I’ve had the system running for over a year without any problems so I’m not sure what happened since I didn’t do any updates or anything like that when it started happening. Below are my system specs. Its been a while since set it up but I’m pretty sure its setup as RAIDZ2, but could be RAIDZ1.
Does anyone have any ideas how to fix this?
What I tried :
Ran S.M.A.R.T. test on all drives and it passed without any errors
Ran MemTest and it passed without errors
Upgrading TrueNAS Core from previous installation
Installing TrueNAS Core from scratch
Importing pools as readonly
System Specs Motherboard : MSI PRO B660M-A Micro-ATX RAM : 2x 16GB DDR4 3600 CORSAIR Vengeance CPU : Intel Core i5-12600K Storage : 8x Seagate 10TB IronWolf SATA III, 1x 500GB SSD (for running TrueNAS) Expansion cards : 1x 10GB PCI-E Network Card (onboard had issues), 1x M.2 PCIe 6 x SATA Adapter Card (motherboard doesn’t have enough SATA ports)
I only have 2 sticks of memory so I tried using just one at a time, and had the same issue.
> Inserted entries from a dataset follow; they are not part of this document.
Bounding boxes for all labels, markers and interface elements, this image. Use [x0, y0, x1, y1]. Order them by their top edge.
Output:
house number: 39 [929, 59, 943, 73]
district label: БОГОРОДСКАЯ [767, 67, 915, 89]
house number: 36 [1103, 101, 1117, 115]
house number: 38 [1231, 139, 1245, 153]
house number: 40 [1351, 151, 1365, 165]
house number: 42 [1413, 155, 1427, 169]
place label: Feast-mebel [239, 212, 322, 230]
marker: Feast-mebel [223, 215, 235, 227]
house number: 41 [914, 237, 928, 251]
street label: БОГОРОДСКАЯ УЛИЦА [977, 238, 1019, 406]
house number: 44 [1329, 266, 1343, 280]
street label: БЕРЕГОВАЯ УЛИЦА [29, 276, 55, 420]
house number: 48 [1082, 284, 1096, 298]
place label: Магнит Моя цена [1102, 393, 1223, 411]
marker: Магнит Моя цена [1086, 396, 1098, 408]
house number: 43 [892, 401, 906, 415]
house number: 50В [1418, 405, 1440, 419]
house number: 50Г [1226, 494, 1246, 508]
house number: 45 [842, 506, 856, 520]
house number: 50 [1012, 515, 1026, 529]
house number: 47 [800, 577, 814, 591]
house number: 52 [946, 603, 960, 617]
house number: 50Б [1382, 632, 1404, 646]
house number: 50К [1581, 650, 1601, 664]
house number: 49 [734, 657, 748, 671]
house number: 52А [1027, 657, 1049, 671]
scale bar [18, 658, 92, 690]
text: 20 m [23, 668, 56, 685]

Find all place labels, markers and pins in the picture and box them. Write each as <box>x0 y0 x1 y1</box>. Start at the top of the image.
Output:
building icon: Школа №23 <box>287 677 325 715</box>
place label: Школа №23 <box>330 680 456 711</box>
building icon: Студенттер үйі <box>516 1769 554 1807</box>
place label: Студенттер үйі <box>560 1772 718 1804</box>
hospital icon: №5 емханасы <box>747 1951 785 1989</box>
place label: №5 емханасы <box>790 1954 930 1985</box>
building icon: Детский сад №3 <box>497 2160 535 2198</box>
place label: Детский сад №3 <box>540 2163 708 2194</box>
I was messing around with it and noticed it booted if I had 3 or more drives unplugged, which I’m going to guess is because it couldn’t import the pool. After plugging all the drives back in it booted up but it says “ONLINE (Unhealthy)”. All the drives are there and seem to be working, could it be “unhealthy” because of the adapter?
As I see, ZFS runs pool scrub, and I suppose in process hits some metadata block with valid checksum, but with block pointer containing some incorrect values, that causes panic in dedup code. It still may be a result of a pool corruption. You should be able to import the pool read-only and evacuate the data.
There is talk in this Reddit discussion about the controller overheating if there is no heatsink. Other versions on Amazon seem to have a heatsink. Maybe add one if it is g there already.
As I see, ZFS runs pool scrub, and I suppose in process hits some metadata block with valid checksum, but with block pointer containing some incorrect values, that causes panic in dedup code. It still may be a result of a pool corruption. You should be able to import the pool read-only and evacuate the data.
When I ran zpool status two of the drives had a 1 under the “UM” column. I cleared the errors and they haven’t come back since the system has been running.
There is talk in this Reddit discussion about the controller overheating if there is no heatsink. Other versions on Amazon seem to have a heatsink. Maybe add one if it is g there already.
That’s interesting and I haven’t thought about it overheating. The system is in my basement which stays pretty cool and has constant airflow, but I do have a fairly large heatsink on the CPU which covers the M.2 slot. I might try to move it to the other M.2 slot to see if that makes it any better. The drives themselves sit around 30℃.